>>>

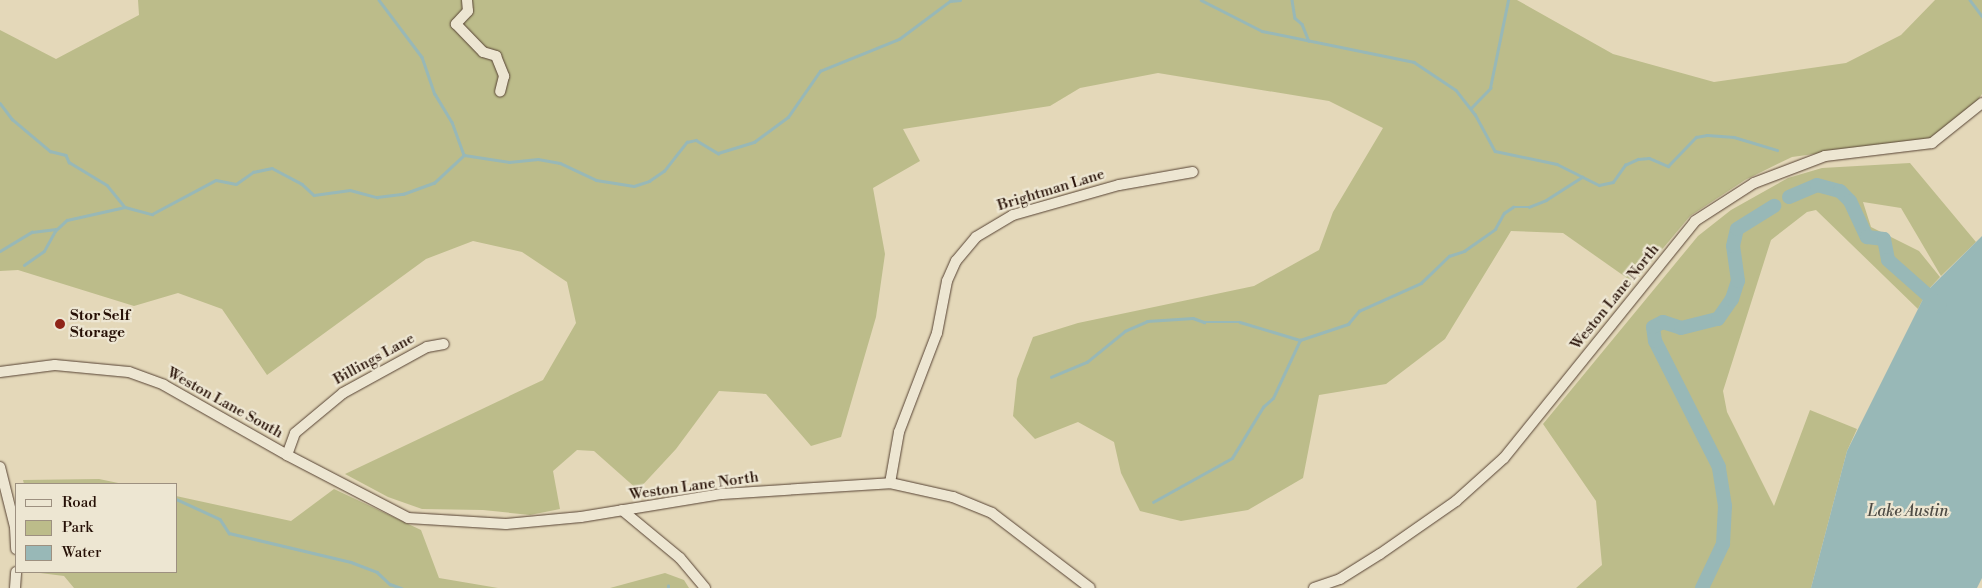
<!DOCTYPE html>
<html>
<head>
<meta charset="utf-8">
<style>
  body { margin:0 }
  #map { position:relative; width:1982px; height:588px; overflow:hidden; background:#e4d8b9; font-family:"Libre Bodoni",serif }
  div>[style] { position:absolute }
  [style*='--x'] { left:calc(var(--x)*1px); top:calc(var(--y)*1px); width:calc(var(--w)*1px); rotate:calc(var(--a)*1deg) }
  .green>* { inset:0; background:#bcbc8a }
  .water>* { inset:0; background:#98b8b7 }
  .stream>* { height:2.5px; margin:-1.25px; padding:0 1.25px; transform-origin:1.25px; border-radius:1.25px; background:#98b8b7 }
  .river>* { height:14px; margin:-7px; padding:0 7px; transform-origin:7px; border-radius:7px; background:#98b8b7 }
  .roads { filter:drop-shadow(0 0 1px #564233) drop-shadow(0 0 1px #564233) }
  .minor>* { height:10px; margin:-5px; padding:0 5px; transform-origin:5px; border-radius:5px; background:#ede6d2 }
  .dots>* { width:14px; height:14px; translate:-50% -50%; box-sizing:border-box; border:2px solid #ede6d2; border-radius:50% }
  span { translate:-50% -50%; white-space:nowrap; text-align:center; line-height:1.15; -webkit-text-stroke:4.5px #ede6d2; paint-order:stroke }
  .street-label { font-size:15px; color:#261006 }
  .poi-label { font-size:15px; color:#261006; font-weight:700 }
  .left { translate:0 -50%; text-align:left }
  .water-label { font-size:16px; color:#4e4b44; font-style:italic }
  .legend { position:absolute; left:15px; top:483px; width:162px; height:90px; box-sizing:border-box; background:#ede6d2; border:1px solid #9d9080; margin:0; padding:6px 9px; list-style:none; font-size:15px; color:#261006 }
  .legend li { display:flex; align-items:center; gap:10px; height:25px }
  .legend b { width:25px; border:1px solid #9d9080 }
</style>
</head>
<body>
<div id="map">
  <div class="green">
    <div style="clip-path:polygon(138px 0,1517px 0,1613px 54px,1714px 82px,1846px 63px,1901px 35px,1935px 0,1982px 0,1982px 94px,1975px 104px,1932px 138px,1792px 157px,1745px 180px,1690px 216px,1634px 283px,1563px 233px,1511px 231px,1445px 339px,1386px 384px,1319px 395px,1303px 478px,1248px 510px,1181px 521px,1140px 511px,1121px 473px,1114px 442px,1078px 422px,1035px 439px,1013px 416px,1017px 379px,1033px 337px,1078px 323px,1254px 286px,1319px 250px,1333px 212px,1383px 128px,1329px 101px,1158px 73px,1080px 88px,1050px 106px,903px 129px,920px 161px,873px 188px,885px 254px,876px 317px,841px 437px,811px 446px,766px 394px,719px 391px,676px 449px,638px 490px,594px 451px,577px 450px,553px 471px,560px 509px,530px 515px,483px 510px,422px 509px,388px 497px,345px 474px,543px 380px,576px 323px,567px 282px,522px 252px,473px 241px,426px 259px,267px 375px,222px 309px,178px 293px,134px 306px,18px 270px,0 271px,0 30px,56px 59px,139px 15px)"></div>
    <div style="clip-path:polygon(1910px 163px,1976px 242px,1941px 276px,1901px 208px,1863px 202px,1871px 227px,1919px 251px,1940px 277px,1927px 291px,1918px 309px,1816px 210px,1807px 212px,1771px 240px,1723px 391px,1727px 412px,1774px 506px,1810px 410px,1857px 429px,1847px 451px,1811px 588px,1576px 588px,1602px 565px,1596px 501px,1543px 424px,1698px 236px,1731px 210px,1788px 178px,1822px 168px)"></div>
    <div style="clip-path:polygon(99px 479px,123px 484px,24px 484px,23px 480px)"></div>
    <div style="clip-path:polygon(334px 489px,421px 530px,439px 578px,498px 588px,74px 588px,64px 576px,32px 572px,176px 572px,176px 496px,291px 521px)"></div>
    <div style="clip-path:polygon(665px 573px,684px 580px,689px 588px,610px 588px)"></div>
  </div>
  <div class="water">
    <div style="clip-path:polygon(1982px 236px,1982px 578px,1977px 588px,1811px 588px,1847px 451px,1927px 291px)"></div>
  </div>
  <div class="stream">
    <div style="--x:379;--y:0;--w:71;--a:53"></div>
    <div style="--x:422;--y:57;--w:39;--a:71"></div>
    <div style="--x:435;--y:94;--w:33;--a:59"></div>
    <div style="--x:452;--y:122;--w:35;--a:70"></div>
    <div style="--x:464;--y:155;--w:46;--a:8.8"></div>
    <div style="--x:509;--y:162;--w:29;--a:-6"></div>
    <div style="--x:538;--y:159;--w:22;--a:10"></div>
    <div style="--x:560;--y:163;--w:40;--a:25"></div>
    <div style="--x:596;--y:180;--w:38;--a:9"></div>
    <div style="--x:634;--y:186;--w:16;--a:-18"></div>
    <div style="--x:649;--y:181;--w:18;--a:-34"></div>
    <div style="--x:664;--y:171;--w:37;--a:-52"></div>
    <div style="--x:687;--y:142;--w:9;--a:-13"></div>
    <div style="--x:696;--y:140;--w:26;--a:31"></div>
    <div style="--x:718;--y:153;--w:38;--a:-17"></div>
    <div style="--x:754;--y:142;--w:42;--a:-36.3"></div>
    <div style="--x:788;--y:117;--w:56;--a:-55.2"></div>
    <div style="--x:820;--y:71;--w:85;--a:-22.1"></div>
    <div style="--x:899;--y:39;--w:64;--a:-36.7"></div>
    <div style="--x:950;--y:1;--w:10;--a:-6"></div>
    <div style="--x:1201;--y:0;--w:68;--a:26.9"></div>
    <div style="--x:1262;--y:31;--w:155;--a:11.5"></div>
    <div style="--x:1414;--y:62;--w:50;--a:33.7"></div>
    <div style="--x:1456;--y:90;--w:31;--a:52"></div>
    <div style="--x:1475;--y:114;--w:42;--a:61.6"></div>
    <div style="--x:1495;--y:151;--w:63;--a:11.8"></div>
    <div style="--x:1557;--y:164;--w:47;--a:26.6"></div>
    <div style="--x:1599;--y:185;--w:14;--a:-12"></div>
    <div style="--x:1613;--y:182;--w:21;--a:-55"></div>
    <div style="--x:1625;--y:165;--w:14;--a:-25"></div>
    <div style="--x:1638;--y:159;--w:11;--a:-5"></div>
    <div style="--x:1649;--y:158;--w:21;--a:23"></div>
    <div style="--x:1668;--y:166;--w:40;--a:-46"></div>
    <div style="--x:1696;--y:137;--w:11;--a:-10"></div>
    <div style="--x:1707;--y:135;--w:27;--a:4"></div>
    <div style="--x:1734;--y:137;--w:45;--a:16.8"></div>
    <div style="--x:1292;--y:0;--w:18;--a:81"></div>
    <div style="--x:1295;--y:18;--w:9;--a:41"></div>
    <div style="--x:1302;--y:24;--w:18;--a:68"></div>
    <div style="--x:1970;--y:0;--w:20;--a:53"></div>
    <div style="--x:0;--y:103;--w:20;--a:53"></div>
    <div style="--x:12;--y:119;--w:50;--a:40.1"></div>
    <div style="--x:50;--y:151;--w:16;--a:14"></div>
    <div style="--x:66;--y:155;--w:8;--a:67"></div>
    <div style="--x:69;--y:162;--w:44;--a:31.2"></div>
    <div style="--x:107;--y:185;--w:28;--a:51"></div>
    <div style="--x:125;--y:207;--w:28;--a:15"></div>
    <div style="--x:152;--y:214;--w:72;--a:-28"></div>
    <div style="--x:216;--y:180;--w:20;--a:11"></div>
    <div style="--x:236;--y:184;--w:21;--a:-35"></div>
    <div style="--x:253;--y:172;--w:19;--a:-12"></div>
    <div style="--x:272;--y:168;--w:34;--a:28"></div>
    <div style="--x:302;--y:184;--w:16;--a:43"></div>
    <div style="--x:314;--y:195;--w:36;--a:-8"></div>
    <div style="--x:350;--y:190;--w:28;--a:15"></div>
    <div style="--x:377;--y:197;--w:26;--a:-7"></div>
    <div style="--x:403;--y:194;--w:33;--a:-20"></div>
    <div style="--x:434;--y:183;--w:41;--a:-43"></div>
    <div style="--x:1471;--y:108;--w:28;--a:-46"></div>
    <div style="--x:1490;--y:88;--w:90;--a:-78.4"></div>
    <div style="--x:0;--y:251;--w:37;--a:-31"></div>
    <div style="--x:32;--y:232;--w:24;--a:-7"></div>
    <div style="--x:24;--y:265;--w:24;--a:-35"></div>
    <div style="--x:44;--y:251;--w:23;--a:-61"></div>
    <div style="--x:55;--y:231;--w:16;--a:-43"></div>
    <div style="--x:67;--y:220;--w:59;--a:-12.6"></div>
    <div style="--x:1051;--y:377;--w:39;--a:-23"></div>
    <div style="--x:1087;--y:362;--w:49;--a:-39.2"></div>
    <div style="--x:1125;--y:331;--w:24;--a:-24"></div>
    <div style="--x:1147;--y:321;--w:46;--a:-3.7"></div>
    <div style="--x:1193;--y:318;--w:12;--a:20"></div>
    <div style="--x:1204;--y:322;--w:36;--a:0"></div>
    <div style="--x:1240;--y:322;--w:63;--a:16.7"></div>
    <div style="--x:176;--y:499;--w:48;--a:24.4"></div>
    <div style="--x:220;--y:519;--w:17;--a:57"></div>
    <div style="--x:229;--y:533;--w:125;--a:13.4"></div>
    <div style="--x:351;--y:562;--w:28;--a:21"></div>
    <div style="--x:377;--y:572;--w:18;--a:43"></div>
    <div style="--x:390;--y:584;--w:12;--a:20"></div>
    <div style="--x:1153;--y:502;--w:90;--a:-29.1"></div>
    <div style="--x:1232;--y:458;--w:60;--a:-58.7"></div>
    <div style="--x:1263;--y:407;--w:13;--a:-42"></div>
    <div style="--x:1273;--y:398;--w:64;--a:-65"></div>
    <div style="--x:1300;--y:340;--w:51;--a:-18.4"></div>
    <div style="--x:1348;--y:324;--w:17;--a:-50"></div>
    <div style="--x:1359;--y:311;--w:68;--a:-24.3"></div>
    <div style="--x:1421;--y:283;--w:39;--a:-44"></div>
    <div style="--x:1449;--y:256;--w:16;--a:-18"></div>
    <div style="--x:1464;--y:251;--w:38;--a:-35"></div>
    <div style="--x:1495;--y:229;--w:18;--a:-61"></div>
    <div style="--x:1504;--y:213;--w:11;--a:-34"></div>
    <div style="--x:1513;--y:207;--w:16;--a:0"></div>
    <div style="--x:1529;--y:207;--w:18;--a:-22"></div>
    <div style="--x:1546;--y:200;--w:43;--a:-32.6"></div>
    <div style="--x:668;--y:588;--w:2;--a:-90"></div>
  </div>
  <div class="river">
    <div style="--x:1789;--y:197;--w:30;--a:-23"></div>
    <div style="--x:1817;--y:185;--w:24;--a:15"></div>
    <div style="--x:1840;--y:191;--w:14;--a:45"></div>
    <div style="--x:1850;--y:201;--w:40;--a:65"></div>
    <div style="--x:1867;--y:237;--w:17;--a:7"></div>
    <div style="--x:1884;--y:239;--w:21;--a:79"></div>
    <div style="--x:1888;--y:260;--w:69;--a:41.5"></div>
    <div style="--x:1702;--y:588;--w:49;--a:-64.5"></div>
    <div style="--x:1723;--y:544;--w:38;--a:-87"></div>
    <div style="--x:1725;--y:506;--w:39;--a:-99"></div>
    <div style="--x:1719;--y:467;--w:141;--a:-116.9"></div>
    <div style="--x:1655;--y:341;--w:14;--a:-98"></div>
    <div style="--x:1653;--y:327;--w:11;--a:-27"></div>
    <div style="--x:1663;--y:322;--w:19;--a:18"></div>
    <div style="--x:1681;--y:328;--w:38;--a:-14"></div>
    <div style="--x:1718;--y:319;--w:24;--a:-55"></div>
    <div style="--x:1732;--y:299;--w:19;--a:-72"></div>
    <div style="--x:1738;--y:281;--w:35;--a:-98"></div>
    <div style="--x:1733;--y:246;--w:17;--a:-77"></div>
    <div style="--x:1737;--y:229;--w:44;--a:-31.9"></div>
  </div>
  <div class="roads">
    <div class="minor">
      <div style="--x:467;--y:0;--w:11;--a:85"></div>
      <div style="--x:468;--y:11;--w:18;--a:133"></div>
      <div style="--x:456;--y:24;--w:39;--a:46"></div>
      <div style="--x:483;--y:52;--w:14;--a:17"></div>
      <div style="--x:496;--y:56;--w:22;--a:68"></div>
      <div style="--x:504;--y:76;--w:16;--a:104"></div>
      <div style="--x:0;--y:372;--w:55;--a:-7.3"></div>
      <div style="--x:55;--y:365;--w:74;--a:5.4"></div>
      <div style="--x:129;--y:372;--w:37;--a:20"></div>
      <div style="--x:164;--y:385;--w:142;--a:29.6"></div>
      <div style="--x:287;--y:455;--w:136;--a:27.5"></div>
      <div style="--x:408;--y:518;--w:98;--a:3.5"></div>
      <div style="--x:506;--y:524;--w:75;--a:-5.3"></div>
      <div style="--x:581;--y:517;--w:143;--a:-9.3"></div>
      <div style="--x:722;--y:494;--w:168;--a:-3.7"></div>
      <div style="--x:890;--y:483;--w:65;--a:12.5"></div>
      <div style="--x:953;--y:497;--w:42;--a:22.3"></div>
      <div style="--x:992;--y:513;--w:123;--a:37.4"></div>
      <div style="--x:287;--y:455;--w:23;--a:-70"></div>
      <div style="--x:295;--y:433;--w:62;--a:-39.8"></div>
      <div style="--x:343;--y:393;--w:96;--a:-28.7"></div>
      <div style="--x:427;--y:347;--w:17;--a:-10"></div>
      <div style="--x:0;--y:467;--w:62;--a:76"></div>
      <div style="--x:15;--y:527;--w:22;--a:87"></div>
      <div style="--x:890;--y:483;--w:52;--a:-80"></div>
      <div style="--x:899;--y:432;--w:106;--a:-69"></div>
      <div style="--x:937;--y:333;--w:53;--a:-79.1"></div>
      <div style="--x:947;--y:281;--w:22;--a:-66"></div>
      <div style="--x:956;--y:261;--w:31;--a:-50"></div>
      <div style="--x:976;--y:237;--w:43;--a:-30.7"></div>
      <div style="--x:1013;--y:215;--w:110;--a:-15.8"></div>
      <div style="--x:1119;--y:185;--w:75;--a:-10"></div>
      <div style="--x:622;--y:510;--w:75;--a:39.6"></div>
      <div style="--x:680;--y:558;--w:39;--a:50"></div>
      <div style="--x:15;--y:588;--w:16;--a:-86"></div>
      <div style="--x:1314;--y:588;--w:28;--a:-19"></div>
      <div style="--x:1340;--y:579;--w:47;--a:-32"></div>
      <div style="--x:1380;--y:554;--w:93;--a:-34.9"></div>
      <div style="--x:1456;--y:501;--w:64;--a:-41.9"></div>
      <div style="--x:1504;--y:458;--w:304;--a:-51.1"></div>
      <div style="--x:1695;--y:221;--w:70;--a:-32.8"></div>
      <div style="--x:1754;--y:183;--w:76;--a:-20.8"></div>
      <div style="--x:1825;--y:156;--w:108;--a:-6.9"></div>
      <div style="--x:1932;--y:143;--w:64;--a:-38.7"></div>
    </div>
  </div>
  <div class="dots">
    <div style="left:60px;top:324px;background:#8f2418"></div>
  </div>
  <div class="street-label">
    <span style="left:1051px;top:190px;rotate:-17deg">Brightman Lane</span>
    <span style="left:1615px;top:297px;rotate:-51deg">Weston Lane North</span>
    <span style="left:374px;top:359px;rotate:-29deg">Billings Lane</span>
    <span style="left:225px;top:403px;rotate:29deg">Weston Lane South</span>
    <span style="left:694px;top:486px;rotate:-8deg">Weston Lane North</span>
  </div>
  <div class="poi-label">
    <span class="left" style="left:70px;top:324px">Stor Self<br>Storage</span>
  </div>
  <div class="water-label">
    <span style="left:1908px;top:511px">Lake Austin</span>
  </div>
  <ul class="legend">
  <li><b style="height:6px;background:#ede6d2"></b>Road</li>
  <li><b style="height:14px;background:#bcbc8a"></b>Park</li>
  <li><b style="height:14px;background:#98b8b7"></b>Water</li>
  </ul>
</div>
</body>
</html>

<<<

What to produce: How many lines of the entries include the string "inset"? Answer with a number and no other words.

Written answer: 2